H2S is a toxic gas with a rotten egg-like smell and is used for qualitative analysis. If the solubility of H2S in water at STP is 0.195M, calculate Henry’s law constant.
By BYJU'S Exam Prep
Updated on: September 13th, 2023
We know that
Henry’s law states that the amount of gas dissolved in a liquid is directly proportional to the partial pressure of that gas above the liquid when the temperature is kept constant. The constant of proportionality for this relationship is called Henry’s law constant (usually denoted by ‘kH’).
P ∝ C (or) P = kH.C
Where,
- ‘P’ is the partial pressure of the gas in the atmosphere above the liquid.

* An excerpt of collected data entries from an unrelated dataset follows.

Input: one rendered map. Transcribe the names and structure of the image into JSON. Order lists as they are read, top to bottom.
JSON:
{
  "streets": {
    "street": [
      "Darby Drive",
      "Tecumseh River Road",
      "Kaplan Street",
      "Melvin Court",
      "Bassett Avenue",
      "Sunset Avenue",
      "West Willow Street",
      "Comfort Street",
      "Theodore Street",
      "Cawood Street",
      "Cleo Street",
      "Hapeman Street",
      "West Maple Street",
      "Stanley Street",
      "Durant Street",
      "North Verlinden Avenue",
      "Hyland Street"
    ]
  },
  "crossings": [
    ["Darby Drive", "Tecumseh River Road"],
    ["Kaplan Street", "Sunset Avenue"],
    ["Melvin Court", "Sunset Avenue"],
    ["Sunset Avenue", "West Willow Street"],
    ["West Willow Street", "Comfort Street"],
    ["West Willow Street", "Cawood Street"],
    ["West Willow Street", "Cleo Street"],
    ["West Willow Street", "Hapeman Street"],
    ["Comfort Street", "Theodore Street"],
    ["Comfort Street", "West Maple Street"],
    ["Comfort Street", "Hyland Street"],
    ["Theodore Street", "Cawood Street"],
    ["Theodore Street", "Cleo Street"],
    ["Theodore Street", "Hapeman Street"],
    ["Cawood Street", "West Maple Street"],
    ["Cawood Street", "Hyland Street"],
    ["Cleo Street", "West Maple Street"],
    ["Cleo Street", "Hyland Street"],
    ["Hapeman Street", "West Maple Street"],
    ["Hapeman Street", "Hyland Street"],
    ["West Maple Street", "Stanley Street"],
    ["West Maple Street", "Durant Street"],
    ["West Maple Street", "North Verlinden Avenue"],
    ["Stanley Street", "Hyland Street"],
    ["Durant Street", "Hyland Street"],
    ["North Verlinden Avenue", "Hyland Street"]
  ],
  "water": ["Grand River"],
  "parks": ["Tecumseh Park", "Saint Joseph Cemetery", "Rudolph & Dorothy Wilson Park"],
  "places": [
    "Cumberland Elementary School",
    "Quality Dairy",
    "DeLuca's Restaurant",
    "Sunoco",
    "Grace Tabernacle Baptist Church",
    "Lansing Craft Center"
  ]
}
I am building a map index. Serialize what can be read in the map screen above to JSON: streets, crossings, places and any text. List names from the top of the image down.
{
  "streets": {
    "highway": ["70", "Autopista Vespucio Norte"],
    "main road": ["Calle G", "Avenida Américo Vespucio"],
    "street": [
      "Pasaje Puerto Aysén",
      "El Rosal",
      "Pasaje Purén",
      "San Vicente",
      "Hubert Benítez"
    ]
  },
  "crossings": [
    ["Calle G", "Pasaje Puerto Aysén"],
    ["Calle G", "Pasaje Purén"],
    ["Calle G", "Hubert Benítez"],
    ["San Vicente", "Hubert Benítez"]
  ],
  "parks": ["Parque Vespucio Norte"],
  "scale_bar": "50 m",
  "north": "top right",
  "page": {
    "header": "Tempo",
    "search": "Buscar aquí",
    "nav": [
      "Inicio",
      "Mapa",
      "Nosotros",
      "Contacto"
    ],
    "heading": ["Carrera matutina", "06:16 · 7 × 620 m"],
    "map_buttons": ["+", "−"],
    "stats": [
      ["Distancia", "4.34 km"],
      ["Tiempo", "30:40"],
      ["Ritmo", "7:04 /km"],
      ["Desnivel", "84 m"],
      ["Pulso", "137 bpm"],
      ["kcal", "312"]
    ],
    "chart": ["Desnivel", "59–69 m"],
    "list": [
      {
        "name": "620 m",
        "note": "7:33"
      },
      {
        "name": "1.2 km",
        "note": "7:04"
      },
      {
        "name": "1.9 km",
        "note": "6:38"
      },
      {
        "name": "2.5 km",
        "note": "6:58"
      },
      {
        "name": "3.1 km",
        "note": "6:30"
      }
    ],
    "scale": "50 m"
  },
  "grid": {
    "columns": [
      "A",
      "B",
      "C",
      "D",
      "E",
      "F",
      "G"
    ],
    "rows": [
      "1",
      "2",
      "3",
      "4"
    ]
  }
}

- ‘C’ is the concentration of the dissolved gas.
- ‘kH’ is Henry’s law constant of the gas.
Solvent mass = 1 kg
Molality = 0.195m
Moles of solute = 0.195 mol
So the number of moles of water = 1000/18 = 55.56 mol
Molecular fraction of H2S = 0.195/ (0.195 + 55.5)
x = 0.035
As Henry’s constant KH = P/x
Substitute the values
KH = 0.987/0.0035
KH = 282 atm
Therefore, Henry’s law constant is 282 atm.
Summary:
H2S is a toxic gas with a rotten egg-like smell and is used for qualitative analysis. If the solubility of H2S in water at STP is 0.195M, calculate Henry’s law constant.
H2S is a toxic gas with a rotten egg-like smell and is used for qualitative analysis. If the solubility of H2S in water at STP is 0.195M, Henry’s law constant is 282 atm.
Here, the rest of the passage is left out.